** Opening Given records block **
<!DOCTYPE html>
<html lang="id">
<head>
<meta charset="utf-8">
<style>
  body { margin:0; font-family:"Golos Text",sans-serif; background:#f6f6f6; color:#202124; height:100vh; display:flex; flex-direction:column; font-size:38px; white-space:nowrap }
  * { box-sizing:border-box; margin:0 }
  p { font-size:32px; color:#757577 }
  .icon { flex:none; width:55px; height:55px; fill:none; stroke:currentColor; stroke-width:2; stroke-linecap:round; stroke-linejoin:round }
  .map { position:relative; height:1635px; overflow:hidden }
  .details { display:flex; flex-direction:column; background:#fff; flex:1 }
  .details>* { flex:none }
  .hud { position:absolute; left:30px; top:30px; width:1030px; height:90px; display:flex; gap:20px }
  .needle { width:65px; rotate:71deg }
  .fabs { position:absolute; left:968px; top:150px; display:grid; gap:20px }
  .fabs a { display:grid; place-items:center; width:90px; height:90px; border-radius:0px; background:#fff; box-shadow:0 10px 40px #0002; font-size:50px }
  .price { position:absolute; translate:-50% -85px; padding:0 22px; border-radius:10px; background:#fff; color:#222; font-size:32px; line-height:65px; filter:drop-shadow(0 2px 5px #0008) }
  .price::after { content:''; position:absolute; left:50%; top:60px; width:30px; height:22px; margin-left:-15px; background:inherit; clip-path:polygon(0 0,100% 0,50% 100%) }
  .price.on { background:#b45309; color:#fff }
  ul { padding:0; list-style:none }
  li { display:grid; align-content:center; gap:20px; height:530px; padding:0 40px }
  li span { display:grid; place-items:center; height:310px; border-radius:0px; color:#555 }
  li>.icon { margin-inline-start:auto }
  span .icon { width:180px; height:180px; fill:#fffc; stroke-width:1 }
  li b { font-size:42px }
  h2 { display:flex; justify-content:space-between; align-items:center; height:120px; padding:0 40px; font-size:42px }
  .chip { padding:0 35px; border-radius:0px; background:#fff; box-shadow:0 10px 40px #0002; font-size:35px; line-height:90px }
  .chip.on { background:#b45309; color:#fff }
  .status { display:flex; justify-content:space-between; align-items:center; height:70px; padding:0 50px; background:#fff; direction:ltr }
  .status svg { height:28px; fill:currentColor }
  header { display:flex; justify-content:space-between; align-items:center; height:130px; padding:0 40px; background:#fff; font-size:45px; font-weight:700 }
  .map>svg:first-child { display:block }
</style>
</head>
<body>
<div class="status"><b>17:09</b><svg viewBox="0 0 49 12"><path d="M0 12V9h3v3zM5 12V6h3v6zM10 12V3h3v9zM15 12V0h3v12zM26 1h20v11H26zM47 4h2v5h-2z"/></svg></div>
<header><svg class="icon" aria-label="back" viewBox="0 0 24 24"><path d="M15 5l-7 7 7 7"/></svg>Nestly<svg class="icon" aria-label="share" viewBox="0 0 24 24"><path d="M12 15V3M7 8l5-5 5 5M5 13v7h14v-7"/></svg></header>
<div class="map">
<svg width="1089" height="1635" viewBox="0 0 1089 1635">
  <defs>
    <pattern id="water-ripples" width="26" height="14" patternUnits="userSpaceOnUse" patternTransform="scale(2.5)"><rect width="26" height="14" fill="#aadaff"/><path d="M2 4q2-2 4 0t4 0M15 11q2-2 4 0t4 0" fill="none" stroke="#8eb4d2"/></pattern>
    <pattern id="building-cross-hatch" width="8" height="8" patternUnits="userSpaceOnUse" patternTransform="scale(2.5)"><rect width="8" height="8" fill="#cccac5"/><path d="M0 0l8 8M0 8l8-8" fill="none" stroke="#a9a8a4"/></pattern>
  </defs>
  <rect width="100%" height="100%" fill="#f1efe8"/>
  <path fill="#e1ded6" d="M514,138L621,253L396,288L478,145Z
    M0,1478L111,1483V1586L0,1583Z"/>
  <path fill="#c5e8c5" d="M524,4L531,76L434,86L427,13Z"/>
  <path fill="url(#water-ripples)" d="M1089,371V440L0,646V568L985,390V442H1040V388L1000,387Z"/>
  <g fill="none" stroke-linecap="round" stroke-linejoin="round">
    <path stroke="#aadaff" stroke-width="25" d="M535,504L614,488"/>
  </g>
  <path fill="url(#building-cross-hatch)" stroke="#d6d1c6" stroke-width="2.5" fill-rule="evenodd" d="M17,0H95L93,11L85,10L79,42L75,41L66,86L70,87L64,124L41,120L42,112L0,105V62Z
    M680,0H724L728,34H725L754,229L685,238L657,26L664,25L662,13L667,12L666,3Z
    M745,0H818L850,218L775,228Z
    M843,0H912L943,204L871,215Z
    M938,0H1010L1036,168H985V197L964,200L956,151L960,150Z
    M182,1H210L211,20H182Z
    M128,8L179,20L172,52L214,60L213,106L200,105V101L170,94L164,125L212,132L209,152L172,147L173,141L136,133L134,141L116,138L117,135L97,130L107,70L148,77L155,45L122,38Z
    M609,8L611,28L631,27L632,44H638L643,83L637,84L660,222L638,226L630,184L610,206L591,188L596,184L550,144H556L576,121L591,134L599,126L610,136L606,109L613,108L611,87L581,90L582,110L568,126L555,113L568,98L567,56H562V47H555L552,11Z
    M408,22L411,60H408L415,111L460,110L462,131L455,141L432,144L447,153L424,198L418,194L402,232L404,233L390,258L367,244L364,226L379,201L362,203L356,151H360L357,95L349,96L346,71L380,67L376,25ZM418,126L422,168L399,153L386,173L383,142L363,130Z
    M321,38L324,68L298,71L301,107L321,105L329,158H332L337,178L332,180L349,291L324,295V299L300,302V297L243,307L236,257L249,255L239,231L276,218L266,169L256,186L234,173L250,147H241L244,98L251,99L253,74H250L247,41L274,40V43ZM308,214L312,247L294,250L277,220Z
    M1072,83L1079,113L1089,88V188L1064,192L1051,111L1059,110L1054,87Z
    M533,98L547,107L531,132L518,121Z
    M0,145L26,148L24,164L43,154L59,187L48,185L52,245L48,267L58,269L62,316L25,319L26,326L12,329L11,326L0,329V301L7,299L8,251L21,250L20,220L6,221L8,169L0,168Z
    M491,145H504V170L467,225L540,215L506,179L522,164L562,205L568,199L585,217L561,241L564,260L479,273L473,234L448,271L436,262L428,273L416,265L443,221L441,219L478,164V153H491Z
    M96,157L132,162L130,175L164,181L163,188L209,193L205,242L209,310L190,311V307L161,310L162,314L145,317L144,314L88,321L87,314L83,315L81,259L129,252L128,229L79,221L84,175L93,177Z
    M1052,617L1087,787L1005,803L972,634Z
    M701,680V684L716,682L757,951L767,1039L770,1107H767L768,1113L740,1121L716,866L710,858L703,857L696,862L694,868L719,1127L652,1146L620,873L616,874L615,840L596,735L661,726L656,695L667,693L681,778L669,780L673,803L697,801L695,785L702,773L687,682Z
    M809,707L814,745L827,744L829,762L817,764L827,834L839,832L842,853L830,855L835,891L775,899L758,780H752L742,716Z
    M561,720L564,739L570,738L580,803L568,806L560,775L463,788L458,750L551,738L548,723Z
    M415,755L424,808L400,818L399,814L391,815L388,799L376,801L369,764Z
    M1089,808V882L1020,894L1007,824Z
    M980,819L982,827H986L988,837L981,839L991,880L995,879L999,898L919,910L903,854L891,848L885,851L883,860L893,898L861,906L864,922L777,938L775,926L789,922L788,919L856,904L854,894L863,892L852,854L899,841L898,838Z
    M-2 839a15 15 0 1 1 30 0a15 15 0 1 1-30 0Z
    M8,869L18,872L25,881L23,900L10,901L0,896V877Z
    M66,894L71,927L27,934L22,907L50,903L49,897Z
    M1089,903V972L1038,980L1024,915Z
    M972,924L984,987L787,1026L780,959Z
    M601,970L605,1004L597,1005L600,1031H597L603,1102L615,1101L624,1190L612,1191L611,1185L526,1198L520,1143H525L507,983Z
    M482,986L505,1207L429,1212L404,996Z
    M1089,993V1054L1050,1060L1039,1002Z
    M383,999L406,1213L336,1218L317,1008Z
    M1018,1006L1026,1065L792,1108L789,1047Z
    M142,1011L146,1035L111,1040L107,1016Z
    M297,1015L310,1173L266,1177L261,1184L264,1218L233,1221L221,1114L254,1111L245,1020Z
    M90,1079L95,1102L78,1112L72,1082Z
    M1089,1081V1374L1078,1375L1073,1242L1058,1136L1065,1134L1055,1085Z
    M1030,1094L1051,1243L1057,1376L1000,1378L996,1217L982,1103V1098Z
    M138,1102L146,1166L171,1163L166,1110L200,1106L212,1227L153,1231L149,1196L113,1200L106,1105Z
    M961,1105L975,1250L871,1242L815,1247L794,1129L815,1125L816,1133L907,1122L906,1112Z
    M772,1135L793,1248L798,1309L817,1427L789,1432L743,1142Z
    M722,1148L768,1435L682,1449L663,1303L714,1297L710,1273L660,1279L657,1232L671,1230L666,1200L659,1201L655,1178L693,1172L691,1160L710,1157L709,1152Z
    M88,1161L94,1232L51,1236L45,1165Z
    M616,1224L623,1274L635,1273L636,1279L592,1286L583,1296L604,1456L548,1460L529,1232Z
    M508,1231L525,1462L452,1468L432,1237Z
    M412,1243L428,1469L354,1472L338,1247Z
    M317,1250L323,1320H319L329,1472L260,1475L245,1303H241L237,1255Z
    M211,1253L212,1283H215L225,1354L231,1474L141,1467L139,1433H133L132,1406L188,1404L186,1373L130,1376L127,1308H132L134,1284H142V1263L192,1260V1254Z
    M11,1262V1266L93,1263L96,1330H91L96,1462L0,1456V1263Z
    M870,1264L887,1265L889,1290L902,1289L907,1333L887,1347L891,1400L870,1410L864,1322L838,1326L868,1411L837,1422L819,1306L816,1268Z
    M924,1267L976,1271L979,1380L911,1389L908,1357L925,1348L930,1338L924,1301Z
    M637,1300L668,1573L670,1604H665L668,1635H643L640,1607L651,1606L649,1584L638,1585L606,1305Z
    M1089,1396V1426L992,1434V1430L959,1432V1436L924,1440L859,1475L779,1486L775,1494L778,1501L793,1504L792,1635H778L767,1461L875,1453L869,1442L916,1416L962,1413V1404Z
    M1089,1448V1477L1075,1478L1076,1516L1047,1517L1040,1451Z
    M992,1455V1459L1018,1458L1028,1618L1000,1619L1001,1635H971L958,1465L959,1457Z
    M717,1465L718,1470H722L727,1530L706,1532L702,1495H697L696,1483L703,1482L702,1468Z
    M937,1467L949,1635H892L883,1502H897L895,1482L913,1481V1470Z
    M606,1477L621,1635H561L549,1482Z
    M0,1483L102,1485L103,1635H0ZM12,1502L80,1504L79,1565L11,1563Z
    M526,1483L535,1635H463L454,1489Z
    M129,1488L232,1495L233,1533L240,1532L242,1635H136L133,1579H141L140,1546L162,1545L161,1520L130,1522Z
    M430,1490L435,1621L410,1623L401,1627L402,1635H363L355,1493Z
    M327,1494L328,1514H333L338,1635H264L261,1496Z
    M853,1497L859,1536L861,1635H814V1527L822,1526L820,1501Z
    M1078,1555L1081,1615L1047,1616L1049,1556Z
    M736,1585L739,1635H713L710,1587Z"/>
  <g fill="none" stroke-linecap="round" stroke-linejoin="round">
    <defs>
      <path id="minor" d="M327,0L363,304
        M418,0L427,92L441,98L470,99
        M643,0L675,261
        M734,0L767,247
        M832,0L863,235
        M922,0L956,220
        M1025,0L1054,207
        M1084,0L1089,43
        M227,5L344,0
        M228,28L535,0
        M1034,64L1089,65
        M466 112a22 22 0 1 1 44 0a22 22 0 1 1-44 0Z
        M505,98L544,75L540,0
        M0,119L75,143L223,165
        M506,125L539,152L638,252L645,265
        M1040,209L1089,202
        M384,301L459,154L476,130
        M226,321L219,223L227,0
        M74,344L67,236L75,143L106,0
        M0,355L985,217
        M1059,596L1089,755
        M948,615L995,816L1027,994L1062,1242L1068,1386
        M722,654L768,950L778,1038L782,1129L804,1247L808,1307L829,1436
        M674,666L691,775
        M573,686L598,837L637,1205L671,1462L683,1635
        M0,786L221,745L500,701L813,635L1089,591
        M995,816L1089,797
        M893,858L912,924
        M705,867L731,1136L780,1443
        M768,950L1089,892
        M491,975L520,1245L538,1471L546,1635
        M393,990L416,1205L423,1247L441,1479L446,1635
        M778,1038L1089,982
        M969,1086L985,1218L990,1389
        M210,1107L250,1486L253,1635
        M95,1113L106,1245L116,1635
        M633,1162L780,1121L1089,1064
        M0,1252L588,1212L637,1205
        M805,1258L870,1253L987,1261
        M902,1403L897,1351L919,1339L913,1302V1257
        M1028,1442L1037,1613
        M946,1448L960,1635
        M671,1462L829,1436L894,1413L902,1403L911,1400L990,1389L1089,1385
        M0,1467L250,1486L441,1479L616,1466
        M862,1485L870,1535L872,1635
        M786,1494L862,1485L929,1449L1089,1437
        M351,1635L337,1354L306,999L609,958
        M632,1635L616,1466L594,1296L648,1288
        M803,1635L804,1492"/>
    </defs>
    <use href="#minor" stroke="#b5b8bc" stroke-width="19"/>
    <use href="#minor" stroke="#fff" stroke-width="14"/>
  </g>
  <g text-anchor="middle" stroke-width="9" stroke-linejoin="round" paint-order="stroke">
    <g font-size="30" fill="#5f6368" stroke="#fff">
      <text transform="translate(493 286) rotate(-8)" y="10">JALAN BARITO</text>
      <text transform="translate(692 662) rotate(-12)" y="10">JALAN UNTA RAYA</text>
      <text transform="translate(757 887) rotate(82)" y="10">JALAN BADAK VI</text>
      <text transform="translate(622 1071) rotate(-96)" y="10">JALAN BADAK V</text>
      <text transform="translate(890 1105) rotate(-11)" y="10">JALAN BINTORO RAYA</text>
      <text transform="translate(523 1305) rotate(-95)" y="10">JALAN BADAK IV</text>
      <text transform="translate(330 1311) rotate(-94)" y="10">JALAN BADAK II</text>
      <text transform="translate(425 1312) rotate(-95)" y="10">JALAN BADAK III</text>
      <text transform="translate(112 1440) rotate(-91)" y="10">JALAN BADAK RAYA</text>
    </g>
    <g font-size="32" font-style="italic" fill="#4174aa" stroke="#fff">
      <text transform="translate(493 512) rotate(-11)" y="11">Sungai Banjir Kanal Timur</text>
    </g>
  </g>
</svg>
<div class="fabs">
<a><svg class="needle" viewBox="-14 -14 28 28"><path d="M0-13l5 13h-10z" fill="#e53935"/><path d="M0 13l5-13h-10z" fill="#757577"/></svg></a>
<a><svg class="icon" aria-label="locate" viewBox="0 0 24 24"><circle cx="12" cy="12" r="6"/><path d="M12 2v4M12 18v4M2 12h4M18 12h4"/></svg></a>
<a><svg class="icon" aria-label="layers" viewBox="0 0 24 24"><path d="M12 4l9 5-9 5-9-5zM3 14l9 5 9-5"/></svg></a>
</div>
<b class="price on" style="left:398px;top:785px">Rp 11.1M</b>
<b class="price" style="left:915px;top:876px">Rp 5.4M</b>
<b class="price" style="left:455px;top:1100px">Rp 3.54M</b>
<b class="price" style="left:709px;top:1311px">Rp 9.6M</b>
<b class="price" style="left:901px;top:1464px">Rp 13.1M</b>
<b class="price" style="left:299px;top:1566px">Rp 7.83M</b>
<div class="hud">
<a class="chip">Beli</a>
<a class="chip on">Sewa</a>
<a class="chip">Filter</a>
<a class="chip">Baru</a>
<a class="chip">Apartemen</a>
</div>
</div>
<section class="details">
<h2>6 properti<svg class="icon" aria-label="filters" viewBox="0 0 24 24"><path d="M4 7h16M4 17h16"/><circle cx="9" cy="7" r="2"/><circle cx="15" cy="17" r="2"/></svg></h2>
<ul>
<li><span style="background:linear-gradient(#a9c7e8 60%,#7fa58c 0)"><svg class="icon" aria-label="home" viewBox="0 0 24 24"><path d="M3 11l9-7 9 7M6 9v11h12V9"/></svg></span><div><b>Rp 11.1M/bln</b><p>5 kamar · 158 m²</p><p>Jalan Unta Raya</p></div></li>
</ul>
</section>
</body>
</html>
** Closing Given records block **
Word for word, set down the lines from the beginning of the records through the line that holds "width:180px; height:180px; fill:#fffc;". Leave out the rest.

Exercise solution:
<!DOCTYPE html>
<html lang="id">
<head>
<meta charset="utf-8">
<style>
  body { margin:0; font-family:"Golos Text",sans-serif; background:#f6f6f6; color:#202124; height:100vh; display:flex; flex-direction:column; font-size:38px; white-space:nowrap }
  * { box-sizing:border-box; margin:0 }
  p { font-size:32px; color:#757577 }
  .icon { flex:none; width:55px; height:55px; fill:none; stroke:currentColor; stroke-width:2; stroke-linecap:round; stroke-linejoin:round }
  .map { position:relative; height:1635px; overflow:hidden }
  .details { display:flex; flex-direction:column; background:#fff; flex:1 }
  .details>* { flex:none }
  .hud { position:absolute; left:30px; top:30px; width:1030px; height:90px; display:flex; gap:20px }
  .needle { width:65px; rotate:71deg }
  .fabs { position:absolute; left:968px; top:150px; display:grid; gap:20px }
  .fabs a { display:grid; place-items:center; width:90px; height:90px; border-radius:0px; background:#fff; box-shadow:0 10px 40px #0002; font-size:50px }
  .price { position:absolute; translate:-50% -85px; padding:0 22px; border-radius:10px; background:#fff; color:#222; font-size:32px; line-height:65px; filter:drop-shadow(0 2px 5px #0008) }
  .price::after { content:''; position:absolute; left:50%; top:60px; width:30px; height:22px; margin-left:-15px; background:inherit; clip-path:polygon(0 0,100% 0,50% 100%) }
  .price.on { background:#b45309; color:#fff }
  ul { padding:0; list-style:none }
  li { display:grid; align-content:center; gap:20px; height:530px; padding:0 40px }
  li span { display:grid; place-items:center; height:310px; border-radius:0px; color:#555 }
  li>.icon { margin-inline-start:auto }
  span .icon { width:180px; height:180px; fill:#fffc; stroke-width:1 }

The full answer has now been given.